Tenía demasiados gastos después de usar todos mis ahorros de la herencia que mi madre me dejó en comprarme el apartamento que estaba reformando, a las afueras de la ciudad. Tan sólo tenía dos habitaciones, un baño y un salón conectado con la cocina. Pero yo no necesitaba mucho más.

Arranqué el coche y metí la primera, estaba a punto de abandonar aquel barrio peligroso justo cuando mi teléfono empezó a sonar. Lo busqué por todas partes, hasta dar con él en la guantera. No imaginéis gran cosa, no tenía un móvil de esos de última generación, la cámara era un peñazo y ni siquiera tenía redes sociales. Sólo podía llamar, recibir llamadas y hacer fotografías de lo más simples.

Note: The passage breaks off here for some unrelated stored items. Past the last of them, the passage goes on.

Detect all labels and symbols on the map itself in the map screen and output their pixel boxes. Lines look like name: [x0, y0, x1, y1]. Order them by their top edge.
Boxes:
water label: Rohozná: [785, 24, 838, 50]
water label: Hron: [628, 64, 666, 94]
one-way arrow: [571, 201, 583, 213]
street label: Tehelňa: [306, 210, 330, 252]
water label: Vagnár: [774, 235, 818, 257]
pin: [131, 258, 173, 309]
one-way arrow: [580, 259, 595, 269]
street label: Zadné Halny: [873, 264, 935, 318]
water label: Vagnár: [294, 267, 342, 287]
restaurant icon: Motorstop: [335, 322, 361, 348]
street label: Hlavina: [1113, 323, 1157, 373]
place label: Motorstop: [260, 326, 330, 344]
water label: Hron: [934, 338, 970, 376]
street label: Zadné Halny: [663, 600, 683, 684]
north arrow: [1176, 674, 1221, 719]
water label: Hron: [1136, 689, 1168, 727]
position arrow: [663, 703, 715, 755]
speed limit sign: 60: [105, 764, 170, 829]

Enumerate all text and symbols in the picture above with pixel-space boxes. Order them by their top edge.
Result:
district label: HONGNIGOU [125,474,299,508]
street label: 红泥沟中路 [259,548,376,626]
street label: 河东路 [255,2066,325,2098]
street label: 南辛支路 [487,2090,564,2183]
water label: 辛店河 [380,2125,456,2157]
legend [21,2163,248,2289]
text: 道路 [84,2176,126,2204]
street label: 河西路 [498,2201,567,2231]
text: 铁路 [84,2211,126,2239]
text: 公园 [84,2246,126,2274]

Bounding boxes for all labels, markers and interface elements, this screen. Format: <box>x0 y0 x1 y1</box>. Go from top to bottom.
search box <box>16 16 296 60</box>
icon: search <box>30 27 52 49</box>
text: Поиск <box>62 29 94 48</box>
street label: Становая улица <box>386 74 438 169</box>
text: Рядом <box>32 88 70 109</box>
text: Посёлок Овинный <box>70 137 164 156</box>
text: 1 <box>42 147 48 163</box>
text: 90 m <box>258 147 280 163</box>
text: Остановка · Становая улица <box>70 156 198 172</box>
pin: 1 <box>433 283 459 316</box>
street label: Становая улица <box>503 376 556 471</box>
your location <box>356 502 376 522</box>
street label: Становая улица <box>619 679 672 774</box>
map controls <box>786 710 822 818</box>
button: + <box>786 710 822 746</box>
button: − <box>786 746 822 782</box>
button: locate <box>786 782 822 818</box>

Era de esos que tenían tapa.

–Kil, ¿aún andas en el restaurante? – La voz de ese ángel enjaulado hizo que me olvidase del cansancio y pusiese los cinco sentidos en esa conversación.

–Estoy a punto de irme a casa, ¿necesitas que te acerque algo?

–Sí. Bueno, no... más bien necesito un favor.

–Estás llamando al sitio adecuado – bromeé, haciéndola sonreír al otro lado. Entre nosotros siempre hubo muy buen rollo, pese a lo compleja que era la situación.

–He venido a nadar un rato y justo acabo de darme cuenta de que he olvidado la cartera en casa. ¿Podrías llevarme de vuelta?

–Eso está hecho, señorita.

–Deja de burlarte – se quejó.

–Nos vemos ahora, Emma – me despedí antes de colgar el teléfono y poner rumbo a mi destino.